I stared at my hand with the new ring and peeled at the brown paper sleeve on my coffee cup, sitting as far away as I could get from the other coffee shop occupants.
Always aware of the weight of apathy towards bubbly romantic bliss, I turned my engagement ring around to the inside of my hand and kept peeling at the sleeve on my coffee.
Feeling guilty for being happy, because I've been the girl on the other side. I've been the girl with the secret disappointment because it's still not her. And I'm aware of the girls that are disgusted because there was a shiny ring once, and it didn't turn out like they said it would. And the girls that don't know what they want, and the ones that have been let down one too many times.

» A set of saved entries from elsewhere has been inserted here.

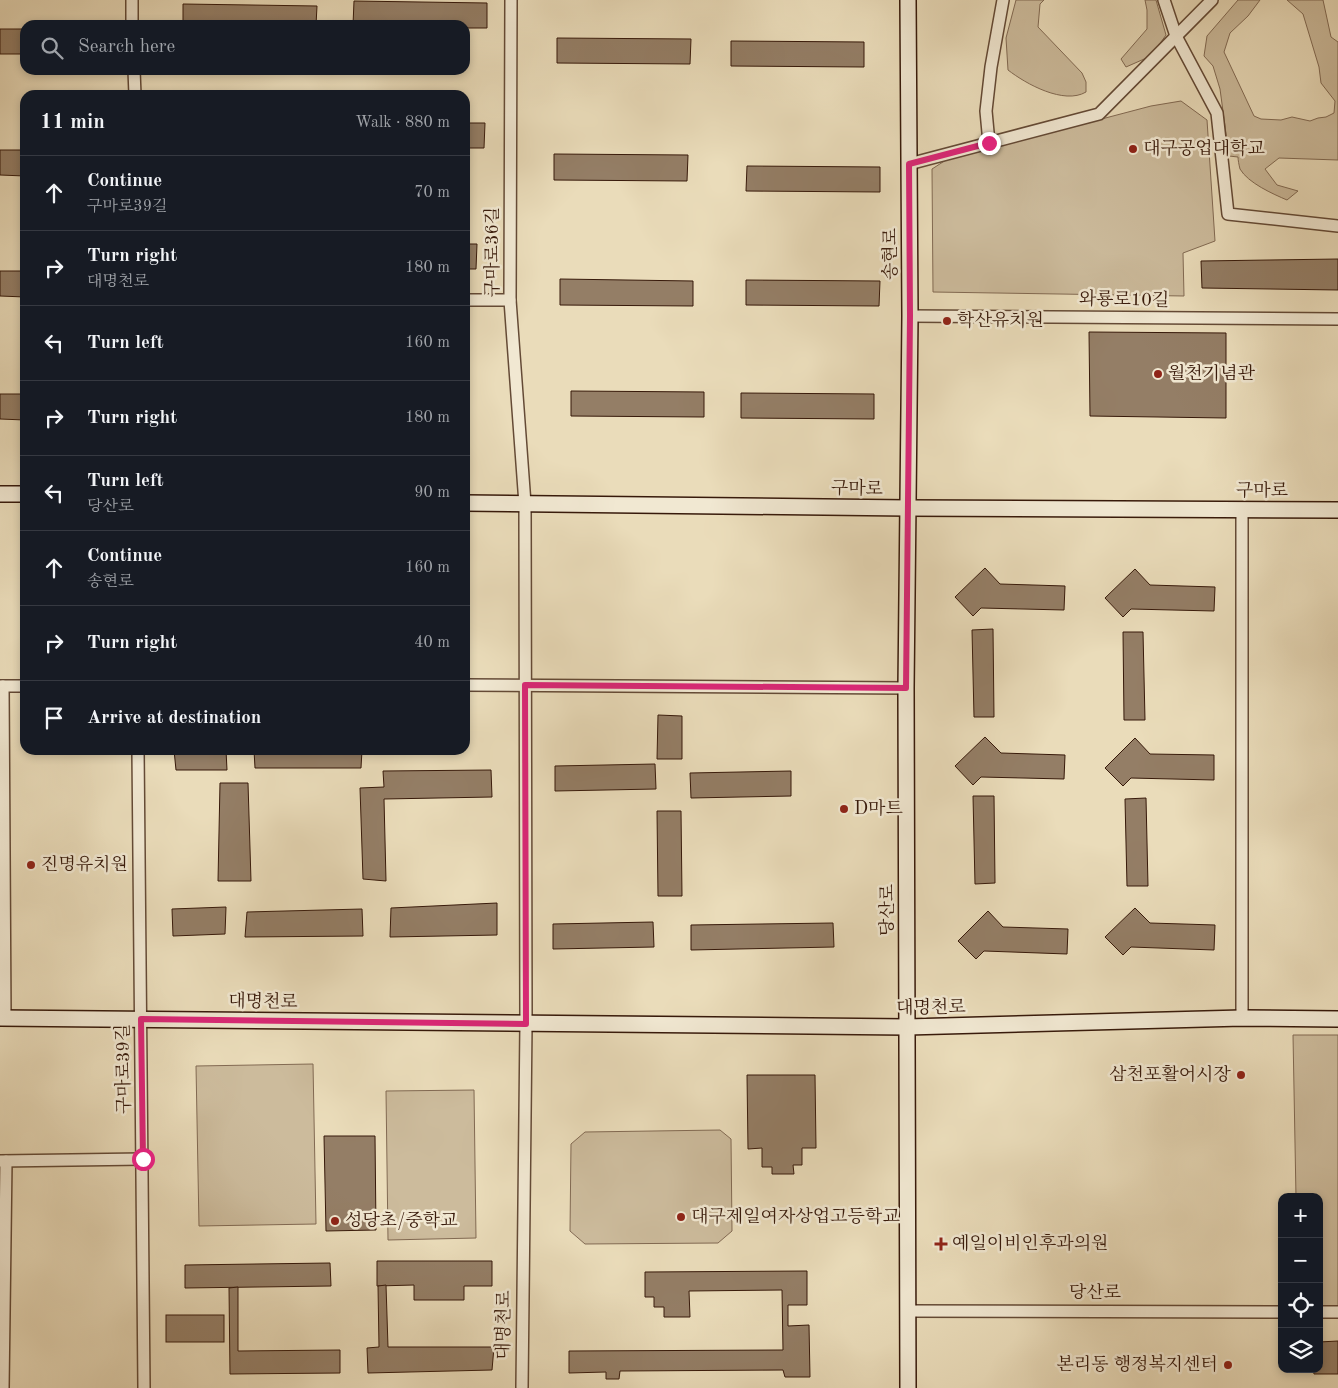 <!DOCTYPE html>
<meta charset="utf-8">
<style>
:root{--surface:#171b24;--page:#20242c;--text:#f1f3f6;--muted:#9ea1a6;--line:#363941}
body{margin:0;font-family:"Old Standard TT","Noto Serif KR",serif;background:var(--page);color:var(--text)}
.controls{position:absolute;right:15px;bottom:15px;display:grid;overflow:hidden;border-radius:10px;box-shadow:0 2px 8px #0003}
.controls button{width:45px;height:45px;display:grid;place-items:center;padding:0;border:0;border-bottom:1px solid var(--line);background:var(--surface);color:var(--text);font:25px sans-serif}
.stop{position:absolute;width:15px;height:15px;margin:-11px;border:4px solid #db2777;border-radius:50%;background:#fff}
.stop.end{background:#db2777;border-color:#fff;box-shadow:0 1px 5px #0008}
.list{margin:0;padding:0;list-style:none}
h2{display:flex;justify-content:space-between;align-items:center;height:65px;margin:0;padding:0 20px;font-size:21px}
h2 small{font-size:16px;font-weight:400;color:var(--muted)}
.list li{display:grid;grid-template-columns:32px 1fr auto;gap:15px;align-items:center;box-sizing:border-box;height:75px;padding:0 20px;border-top:1px solid var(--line)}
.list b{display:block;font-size:19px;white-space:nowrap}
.list p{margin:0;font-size:16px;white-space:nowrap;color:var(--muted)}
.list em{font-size:16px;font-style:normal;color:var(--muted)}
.icon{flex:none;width:28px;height:28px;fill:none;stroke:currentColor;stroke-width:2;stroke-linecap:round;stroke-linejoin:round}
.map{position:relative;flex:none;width:1338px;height:1388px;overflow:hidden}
.search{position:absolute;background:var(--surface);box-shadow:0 2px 8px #0003;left:20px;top:20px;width:450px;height:55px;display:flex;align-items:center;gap:12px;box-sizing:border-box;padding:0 18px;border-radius:15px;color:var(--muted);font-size:19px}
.panel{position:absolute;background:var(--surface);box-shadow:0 2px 8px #0003;left:20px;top:90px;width:450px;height:665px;border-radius:15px}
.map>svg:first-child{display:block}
.green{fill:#ccbb9c;stroke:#826a53}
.building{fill:#947e66;stroke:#37190a}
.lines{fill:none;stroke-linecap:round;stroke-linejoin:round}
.street-casing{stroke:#644a36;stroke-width:14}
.secondary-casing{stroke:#37190a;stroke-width:18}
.street{stroke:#f1e8d2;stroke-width:11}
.secondary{stroke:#f1e8d2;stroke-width:15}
.route{stroke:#db2777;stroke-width:6}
.poi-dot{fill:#8f2418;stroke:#f1e8d2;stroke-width:2}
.labels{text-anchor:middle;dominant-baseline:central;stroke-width:5;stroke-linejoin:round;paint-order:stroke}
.poi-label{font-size:18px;fill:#37190a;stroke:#f1e8d2;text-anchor:start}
.street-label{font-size:18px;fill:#37190a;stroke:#f1e8d2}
</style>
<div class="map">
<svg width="1338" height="1388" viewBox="0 0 1338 1388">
<rect width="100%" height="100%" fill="#eadcba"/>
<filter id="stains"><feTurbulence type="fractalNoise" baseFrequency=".004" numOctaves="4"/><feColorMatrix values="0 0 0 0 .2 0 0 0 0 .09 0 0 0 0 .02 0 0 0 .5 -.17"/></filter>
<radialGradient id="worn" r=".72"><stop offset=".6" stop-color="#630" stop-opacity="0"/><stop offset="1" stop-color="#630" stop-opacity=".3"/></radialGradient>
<!-- green -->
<g class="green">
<path d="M1016,0h28l-4,4 -2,23 44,46 4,9v10c-22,13 -60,-8 -78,-22l-2,-32z"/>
<polygon points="1145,0 1156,0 1166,35 1151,56 1126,67 1121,59 1147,29 1147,10"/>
<path d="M1238,0h22l-12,16 -18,17 -6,19 30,64 7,3 20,1 11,-3 18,4 8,-3 8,-1 8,-4 1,-12 -14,-18 -2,-16 -16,-53 -16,-14h36l8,37 7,5v118l-59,-2 -14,11 12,16 21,6 -11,9c-14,-6 -39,-17 -47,-31 -1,-4 -2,-9 -2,-12l-9,-1 -9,-67 -7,-23 -9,-10 3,-20z"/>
<polygon points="1181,101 1207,120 1215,241 1183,253 1184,296 933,292 932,169 946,160 1151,106"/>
<polygon points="1293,1035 1338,1035 1338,1312 1319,1312 1319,1197 1296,1197"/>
<polygon points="313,1064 316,1224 199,1226 196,1066"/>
<polygon points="474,1090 476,1238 388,1240 386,1091"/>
<polygon points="720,1130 731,1139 732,1231 718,1243 585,1244 570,1231 571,1144 585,1132"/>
</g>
<!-- building -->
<g class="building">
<polygon points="354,1 487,3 487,28 465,28 465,25 353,25"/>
<polygon points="183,4 317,6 316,25 183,25"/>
<rect x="0" y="29" width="25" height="25"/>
<polygon points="557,38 691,39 690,64 557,63"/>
<polygon points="731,41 864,42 864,67 731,66"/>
<polygon points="465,123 485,123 484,148 465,148"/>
<polygon points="0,150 25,150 25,176 0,175"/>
<polygon points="554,154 688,155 687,181 554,180"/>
<polygon points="747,166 880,167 880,192 746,191"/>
<polygon points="465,244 477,244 476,269 465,269"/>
<polygon points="1338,259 1338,290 1202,288 1201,261"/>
<polygon points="0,271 25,271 25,297 0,296"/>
<polygon points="560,279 693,281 693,306 560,305"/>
<polygon points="746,280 880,281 879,306 746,305"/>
<polygon points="1089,332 1226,333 1226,418 1090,416"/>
<polygon points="571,391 704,392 704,417 571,416"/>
<polygon points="741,393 874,394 874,419 741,418"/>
<polygon points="0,394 25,394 25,420 0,419"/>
<polygon points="985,568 1000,584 1065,586 1064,610 981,608 973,616 955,597"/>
<polygon points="1135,569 1150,585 1215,587 1214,611 1131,609 1123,617 1105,598"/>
<polygon points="993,629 994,717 974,717 972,630"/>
<polygon points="1123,632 1143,632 1145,720 1124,720"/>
<polygon points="658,715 682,716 682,759 657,759"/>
<polygon points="985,737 1001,753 1065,755 1064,779 981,777 973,785 955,766"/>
<polygon points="1135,738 1150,754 1214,755 1214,780 1131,778 1123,786 1105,768"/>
<polygon points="174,750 226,750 227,770 176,770"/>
<polygon points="254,750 362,750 361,768 255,768"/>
<polygon points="655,764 656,789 555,791 555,766"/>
<polygon points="491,770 492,797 384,799 386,881 363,879 360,788 384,787 383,771"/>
<polygon points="791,771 791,796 691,798 690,773"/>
<polygon points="220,783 248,783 251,881 218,881"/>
<polygon points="973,796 994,796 995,883 975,884"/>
<polygon points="1146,798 1148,886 1127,886 1125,799"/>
<polygon points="657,811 681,811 682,896 658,896"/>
<polygon points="497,903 497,935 390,937 391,908"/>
<polygon points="226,907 225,934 173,936 172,909"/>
<polygon points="1135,908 1150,923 1215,925 1214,950 1131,947 1123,955 1105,937"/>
<polygon points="362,909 363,936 245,937 247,912"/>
<polygon points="988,911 1003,927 1068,929 1067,954 984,951 976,959 958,941"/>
<polygon points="653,922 654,947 553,949 553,924"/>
<polygon points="833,923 834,947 691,950 691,925"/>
<polygon points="747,1075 815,1075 816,1148 802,1148 802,1165 793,1165 794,1174 772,1174 772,1167 762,1167 762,1148 748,1149"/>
<polygon points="324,1136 375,1136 376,1230 326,1231"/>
<polygon points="377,1261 492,1261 492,1286 464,1286 464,1300 414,1300 414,1285 377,1286"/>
<polygon points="330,1263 331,1286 185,1288 185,1265"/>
<polygon points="807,1271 807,1305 788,1305 788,1326 809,1325 810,1377 785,1377 783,1370 620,1371 619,1379 606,1379 606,1372 569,1373 569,1351 783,1350 782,1290 689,1291 690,1317 664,1317 664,1307 654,1307 654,1297 645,1297 645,1272"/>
<polygon points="386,1285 388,1347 494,1347 492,1370 368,1373 367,1348 379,1347 378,1286"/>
<polygon points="238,1287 238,1351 340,1350 340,1373 230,1374 229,1288"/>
<rect x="166" y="1315" width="58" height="27"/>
<polygon points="1338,1341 1338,1374 1314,1374 1313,1369 1319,1369 1319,1342"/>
</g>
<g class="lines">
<!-- street casing -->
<g class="street-casing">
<g id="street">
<polyline points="132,0 132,25"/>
<polyline points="511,0 510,300 525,504 526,1024 522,1387"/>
<polyline points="1164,0 1176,36 1217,113 1228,214 1338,226"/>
<polyline points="134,70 135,95"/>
<polyline points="989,143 986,111 991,67 1003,0"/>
<polyline points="909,164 1099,114 1212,0"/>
<polyline points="465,300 510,300"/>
<polyline points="910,316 1338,319"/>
<polyline points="465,685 906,688"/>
<polyline points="0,686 25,686"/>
<polyline points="3,686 5,1018"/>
<polyline points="138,750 144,1388"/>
<polyline points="1242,1018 1242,510"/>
<polyline points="0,1161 143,1159"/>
<polyline points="907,1311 1282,1312"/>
<polyline points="1319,1312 1338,1312"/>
<polyline points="3,1388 6,1161"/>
</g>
</g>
<!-- secondary casing -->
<g class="secondary-casing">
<g id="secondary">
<polyline points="0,494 25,494"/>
<polyline points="465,503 908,508 1338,510"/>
<polyline points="0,1018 907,1027 1242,1018 1338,1019"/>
<polyline points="908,1388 906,688 910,316 908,0"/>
</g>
</g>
<!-- street -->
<use href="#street" class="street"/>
<!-- secondary -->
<use href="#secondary" class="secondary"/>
</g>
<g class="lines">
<!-- route -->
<polyline class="route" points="143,1159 141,1019 526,1024 525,685 906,688 910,316 909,164 989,143"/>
</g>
<!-- markers -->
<g class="poi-dot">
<circle cx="1133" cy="149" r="5"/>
<circle cx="947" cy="321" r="5"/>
<circle cx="1158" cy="374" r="5"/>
<circle cx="844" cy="809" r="5"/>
<circle cx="31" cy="865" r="5"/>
<circle cx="1241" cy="1075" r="5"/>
<circle cx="681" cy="1217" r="5"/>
<circle cx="335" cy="1221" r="5"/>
<path d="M938.5 1236.5h5v5h5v5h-5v5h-5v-5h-5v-5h5z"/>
<circle cx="1228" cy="1365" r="5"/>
</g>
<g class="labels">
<!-- poi labels -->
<g class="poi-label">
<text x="1143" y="149">대구공업대학교</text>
<text x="957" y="321">학산유치원</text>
<text x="1168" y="374">월천기념관</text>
<text x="854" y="809">D마트</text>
<text x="41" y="865">진명유치원</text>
<text x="1231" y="1075" text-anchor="end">삼천포활어시장</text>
<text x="691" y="1217">대구제일여자상업고등학교</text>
<text x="345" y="1221">성당초/중학교</text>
<text x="952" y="1244">예일이비인후과의원</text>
<text x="1218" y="1365" text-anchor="end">본리동 행정복지센터</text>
</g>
<!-- street labels -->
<g class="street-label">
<text transform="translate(493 252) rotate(-90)">구마로36길</text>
<text transform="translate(891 254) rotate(-90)">송현로</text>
<text transform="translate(1124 300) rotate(1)">와룡로10길</text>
<text transform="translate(857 489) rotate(1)">구마로</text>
<text x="1262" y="491">구마로</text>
<text transform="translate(888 910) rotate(-90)">당산로</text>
<text transform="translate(263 1002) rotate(1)">대명천로</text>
<text transform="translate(931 1008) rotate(-1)">대명천로</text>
<text transform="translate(124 1069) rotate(-91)">구마로39길</text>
<text x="1095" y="1293">당산로</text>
<text transform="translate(504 1325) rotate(-89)">대명천로</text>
</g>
</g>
<rect width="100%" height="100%" filter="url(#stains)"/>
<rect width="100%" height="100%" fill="url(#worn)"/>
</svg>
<div class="controls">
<button>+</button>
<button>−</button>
<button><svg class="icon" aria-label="locate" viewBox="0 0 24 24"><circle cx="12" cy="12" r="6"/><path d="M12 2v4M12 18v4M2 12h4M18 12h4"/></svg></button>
<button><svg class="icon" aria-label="layers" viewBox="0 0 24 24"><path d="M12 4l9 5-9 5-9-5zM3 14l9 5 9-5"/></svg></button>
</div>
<div class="stop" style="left:143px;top:1159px"></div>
<div class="stop end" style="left:989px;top:143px"></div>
<div class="search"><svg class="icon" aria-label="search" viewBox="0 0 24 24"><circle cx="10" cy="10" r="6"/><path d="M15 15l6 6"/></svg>Search here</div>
<section class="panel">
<h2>11 min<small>Walk · 880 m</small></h2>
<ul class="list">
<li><svg class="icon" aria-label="ahead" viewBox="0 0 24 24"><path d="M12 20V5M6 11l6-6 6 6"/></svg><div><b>Continue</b><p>구마로39길</p></div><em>70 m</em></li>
<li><svg class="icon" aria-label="right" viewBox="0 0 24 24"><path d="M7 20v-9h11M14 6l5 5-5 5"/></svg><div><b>Turn right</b><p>대명천로</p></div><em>180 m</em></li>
<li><svg class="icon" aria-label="left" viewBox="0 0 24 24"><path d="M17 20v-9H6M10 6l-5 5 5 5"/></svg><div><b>Turn left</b></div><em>160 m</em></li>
<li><svg class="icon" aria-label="right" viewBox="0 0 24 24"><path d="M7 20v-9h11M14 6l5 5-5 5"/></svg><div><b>Turn right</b></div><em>180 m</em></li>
<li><svg class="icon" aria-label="left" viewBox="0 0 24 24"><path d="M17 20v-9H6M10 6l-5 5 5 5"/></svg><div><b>Turn left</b><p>당산로</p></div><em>90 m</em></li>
<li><svg class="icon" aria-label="ahead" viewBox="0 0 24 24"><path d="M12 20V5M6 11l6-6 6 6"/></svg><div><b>Continue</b><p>송현로</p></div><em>160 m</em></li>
<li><svg class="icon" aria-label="right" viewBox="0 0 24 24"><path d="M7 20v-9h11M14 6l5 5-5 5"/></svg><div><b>Turn right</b></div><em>40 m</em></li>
<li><svg class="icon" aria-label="arrive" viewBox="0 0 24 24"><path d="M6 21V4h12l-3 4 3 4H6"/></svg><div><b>Arrive at destination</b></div></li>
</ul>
</section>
</div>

And the ones that are just mostly indifferent.
Surely, two rosy-cheeked people won't always be as happy as they are in these 79 engagement pictures.
Somewhere in the quiet of our souls we have a profound expectation that humanity will let down humanity.
And it's Christmas, the season of engagement. And you're more likely to write a sappy post about your reindeer socks than marital bliss. I know you. I hear you. I see you. I've been you.
But look closer. Click through those photos of a proposal.
While life is happening: work emails and dish loads and runs to Kroger for more ground beef and late fees and Christmas lights in the rain and parties where they convince you to try the eggnog... someone says to another,
"I will put my life on hold so our plans together can be the new plans."
In the middle of wrapping and baking and elves on the shelves, with Bing on the radio for the 11th time today, someone bends low and says,
"I will take on your burdens. I will carry them. I will carry you sometimes. Our relationship is more important to me than my own life."
And then I know.
Because I can't stare at a candle without seeing the light and feeling the warmth of revelation in a chapped soul. He came. He changed his plans. He lowered his knees to the earth and received burdens. He gave up freedom. He gave up certainty. Because it was worth it. Because I was worth it. You are worth it.
And the little brown rolls of peeled coffee sleeve paper tumble off the table when the door of the shop opens and a cold breeze hits my cheek. I turn my ring back around because it whispers a reminder into a weary world, and to me:
hope took a knee and he has a name. Emmanuel.